I know that this isn’t always possible. We have had to do a big tidy up in the mornings after a trip or holiday occasions, especially Thanksgiving; when they stay up late with loads of little friends playing till bedtime. However, we do try to make it a habit, during the everyday school week, to go to bed and wake up in a clean and calm setting.
It’s the same feeling I get when I have cleared up and finished cleaning after dinner. I am able to sit down and relax in the evening with the hum of the dishwasher, the smell of the post-dinner diffuser blend and the knowledge that there isn’t a pile of dirty dishes needing to be cleaned in the morning. Don’t regularly leave, or allow them to leave, the equivalent of dirty dishes in their bedrooms.
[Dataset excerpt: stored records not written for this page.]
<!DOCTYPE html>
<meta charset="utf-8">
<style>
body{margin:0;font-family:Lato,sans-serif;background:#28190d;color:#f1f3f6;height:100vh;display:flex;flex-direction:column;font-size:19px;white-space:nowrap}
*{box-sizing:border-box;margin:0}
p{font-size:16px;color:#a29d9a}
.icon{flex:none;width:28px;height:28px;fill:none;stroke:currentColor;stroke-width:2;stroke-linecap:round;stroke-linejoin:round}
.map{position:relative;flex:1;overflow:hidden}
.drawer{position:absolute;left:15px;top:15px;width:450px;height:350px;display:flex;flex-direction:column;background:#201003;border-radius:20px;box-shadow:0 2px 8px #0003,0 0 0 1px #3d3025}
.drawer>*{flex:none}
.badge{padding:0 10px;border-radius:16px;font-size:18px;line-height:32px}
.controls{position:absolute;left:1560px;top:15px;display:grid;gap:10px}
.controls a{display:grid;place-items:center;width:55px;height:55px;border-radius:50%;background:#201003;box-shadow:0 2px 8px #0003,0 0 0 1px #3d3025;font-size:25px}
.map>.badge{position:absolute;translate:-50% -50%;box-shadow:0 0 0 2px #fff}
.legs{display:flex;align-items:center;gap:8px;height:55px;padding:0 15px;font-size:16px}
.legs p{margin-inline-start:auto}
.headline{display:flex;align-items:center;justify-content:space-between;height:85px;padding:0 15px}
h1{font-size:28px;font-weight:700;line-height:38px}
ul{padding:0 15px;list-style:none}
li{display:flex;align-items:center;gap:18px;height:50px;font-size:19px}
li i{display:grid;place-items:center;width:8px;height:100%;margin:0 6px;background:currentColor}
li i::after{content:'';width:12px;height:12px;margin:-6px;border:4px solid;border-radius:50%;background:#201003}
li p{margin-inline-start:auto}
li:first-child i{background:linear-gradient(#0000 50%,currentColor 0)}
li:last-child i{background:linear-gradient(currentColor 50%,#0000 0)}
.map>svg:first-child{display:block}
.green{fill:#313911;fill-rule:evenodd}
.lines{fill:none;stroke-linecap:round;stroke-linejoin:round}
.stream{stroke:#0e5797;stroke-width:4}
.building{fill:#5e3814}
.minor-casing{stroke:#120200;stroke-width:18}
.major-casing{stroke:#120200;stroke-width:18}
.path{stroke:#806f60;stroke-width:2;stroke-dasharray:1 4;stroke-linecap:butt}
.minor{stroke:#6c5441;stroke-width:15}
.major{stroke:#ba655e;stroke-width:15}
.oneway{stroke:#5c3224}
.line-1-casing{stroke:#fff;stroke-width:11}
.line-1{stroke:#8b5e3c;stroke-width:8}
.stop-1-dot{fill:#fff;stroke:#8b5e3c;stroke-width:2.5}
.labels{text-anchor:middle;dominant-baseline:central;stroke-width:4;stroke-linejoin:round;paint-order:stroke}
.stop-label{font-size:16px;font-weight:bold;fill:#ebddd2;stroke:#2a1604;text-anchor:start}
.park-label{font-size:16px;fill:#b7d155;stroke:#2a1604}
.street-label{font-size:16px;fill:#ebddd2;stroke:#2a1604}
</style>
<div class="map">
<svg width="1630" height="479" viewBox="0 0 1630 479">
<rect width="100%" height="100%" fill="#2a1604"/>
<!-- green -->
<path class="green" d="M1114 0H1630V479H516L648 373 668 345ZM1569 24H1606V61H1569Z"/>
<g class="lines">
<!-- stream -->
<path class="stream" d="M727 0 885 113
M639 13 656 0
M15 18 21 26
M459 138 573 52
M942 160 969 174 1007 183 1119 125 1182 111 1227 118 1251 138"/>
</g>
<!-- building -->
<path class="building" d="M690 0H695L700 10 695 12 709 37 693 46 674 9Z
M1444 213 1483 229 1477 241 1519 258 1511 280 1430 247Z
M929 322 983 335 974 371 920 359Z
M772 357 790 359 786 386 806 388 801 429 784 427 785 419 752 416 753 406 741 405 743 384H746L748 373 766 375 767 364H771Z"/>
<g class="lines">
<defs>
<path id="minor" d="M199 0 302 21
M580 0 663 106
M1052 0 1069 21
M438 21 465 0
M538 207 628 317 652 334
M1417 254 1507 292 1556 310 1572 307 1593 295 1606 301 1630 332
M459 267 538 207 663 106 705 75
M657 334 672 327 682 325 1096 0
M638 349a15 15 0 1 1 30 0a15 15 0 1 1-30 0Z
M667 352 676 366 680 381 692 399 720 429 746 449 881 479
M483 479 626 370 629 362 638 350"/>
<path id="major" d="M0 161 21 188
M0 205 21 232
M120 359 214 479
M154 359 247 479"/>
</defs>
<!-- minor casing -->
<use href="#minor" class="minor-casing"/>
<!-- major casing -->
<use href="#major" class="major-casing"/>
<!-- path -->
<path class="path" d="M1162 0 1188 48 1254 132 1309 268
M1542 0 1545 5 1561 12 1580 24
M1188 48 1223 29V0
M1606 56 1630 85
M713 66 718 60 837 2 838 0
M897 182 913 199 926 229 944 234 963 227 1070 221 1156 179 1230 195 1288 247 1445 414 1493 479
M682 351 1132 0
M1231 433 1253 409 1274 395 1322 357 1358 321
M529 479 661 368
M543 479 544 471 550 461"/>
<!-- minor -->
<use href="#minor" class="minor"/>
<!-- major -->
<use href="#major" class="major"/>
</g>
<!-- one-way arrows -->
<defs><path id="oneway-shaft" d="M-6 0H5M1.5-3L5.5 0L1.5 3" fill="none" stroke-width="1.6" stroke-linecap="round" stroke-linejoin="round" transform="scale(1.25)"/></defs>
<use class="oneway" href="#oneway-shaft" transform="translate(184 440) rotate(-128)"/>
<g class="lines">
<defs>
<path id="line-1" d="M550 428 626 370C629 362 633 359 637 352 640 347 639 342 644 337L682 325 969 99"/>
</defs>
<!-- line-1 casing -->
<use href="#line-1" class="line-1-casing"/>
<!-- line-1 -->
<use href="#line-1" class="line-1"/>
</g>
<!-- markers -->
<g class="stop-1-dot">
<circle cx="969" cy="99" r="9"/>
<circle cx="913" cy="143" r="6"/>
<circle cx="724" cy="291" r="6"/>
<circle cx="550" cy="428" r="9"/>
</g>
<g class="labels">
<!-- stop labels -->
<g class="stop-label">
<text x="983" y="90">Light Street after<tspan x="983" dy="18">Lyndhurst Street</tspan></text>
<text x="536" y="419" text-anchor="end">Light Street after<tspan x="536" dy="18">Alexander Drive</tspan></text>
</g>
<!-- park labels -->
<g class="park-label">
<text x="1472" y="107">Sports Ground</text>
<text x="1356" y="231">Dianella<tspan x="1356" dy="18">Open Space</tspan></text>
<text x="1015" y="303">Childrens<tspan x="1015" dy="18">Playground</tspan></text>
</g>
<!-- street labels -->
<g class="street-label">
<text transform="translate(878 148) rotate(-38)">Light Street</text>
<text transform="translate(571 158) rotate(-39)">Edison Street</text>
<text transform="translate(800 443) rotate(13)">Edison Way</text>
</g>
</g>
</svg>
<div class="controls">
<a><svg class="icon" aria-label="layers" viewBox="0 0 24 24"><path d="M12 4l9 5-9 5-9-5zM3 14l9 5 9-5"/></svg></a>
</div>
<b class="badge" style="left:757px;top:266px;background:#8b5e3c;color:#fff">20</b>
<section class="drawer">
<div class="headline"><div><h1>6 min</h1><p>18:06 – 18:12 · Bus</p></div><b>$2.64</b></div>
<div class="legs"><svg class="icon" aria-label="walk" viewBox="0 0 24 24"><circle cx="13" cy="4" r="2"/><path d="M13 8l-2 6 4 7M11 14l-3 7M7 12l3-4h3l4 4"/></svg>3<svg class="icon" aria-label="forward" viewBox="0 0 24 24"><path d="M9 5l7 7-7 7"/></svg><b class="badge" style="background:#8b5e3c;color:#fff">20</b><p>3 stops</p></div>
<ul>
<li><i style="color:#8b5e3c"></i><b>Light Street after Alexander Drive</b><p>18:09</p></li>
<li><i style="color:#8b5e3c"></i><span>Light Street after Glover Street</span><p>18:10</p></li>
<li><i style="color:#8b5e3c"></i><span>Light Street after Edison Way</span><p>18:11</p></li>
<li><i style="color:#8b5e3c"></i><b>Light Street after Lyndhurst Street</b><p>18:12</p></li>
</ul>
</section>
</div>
This even makes a difference with our oldest 14 year old. He has better focused and calmer days when he starts out his day with an organised and clear start. Most mornings he starts his day off with a clean, clutter free room…and it helps. Even he has noticed.
Rotate and Give Toys:
This one has been a great help with contented and calm play for nice extended periods of time…I’m talking about whole mornings or afternoons.
After having 3 or so kids, you find that you need more toys like you need a hole in your in head. We had loads!
And if they are always out in plain view, then kids are overstimulated and struggle to play well with one, without seeing another one that they want to get out. So we rotate them. There are some large tubs that stay stored under their beds (out of sight!), filled with all Play-Mobile, Lego, dinosaurs, train-tracks etc.
The only toys that are on show, and easily accessible on bookshelves, are books and a small of amount of baskets with smaller toys like animals, cars and kitchen play food etc. This way, they will have an afternoon or morning where they get the train-tracks, Lego or play-dough out and it’s special.
The other thing we do, is every year before Christmas all of our kids do a clear out and give away. We take an afternoon, they all go through every toy and it either gets kept, thrown out or given away .
There are always the cheap little tacky toys that break 2 weeks in, that they collect or are given over the year…they normally get trashed. Then there are the ones that another kid could play with and would enjoy.
Our kids are so used to doing this each year, they are pretty good at reflecting on if they really play with it, or would another child enjoy it more. If they haven’t played with it in the last year it normally goes, either, down to their younger sibling, to charity or sometimes we send the ones in good shape to one of the kids we sponsor with World Vision for an extra Christmas treat.
It clears their rooms and in time before Christmas, when they inevitably get given more. More importantly, they learn to let go of stuff and be aware of giving to others.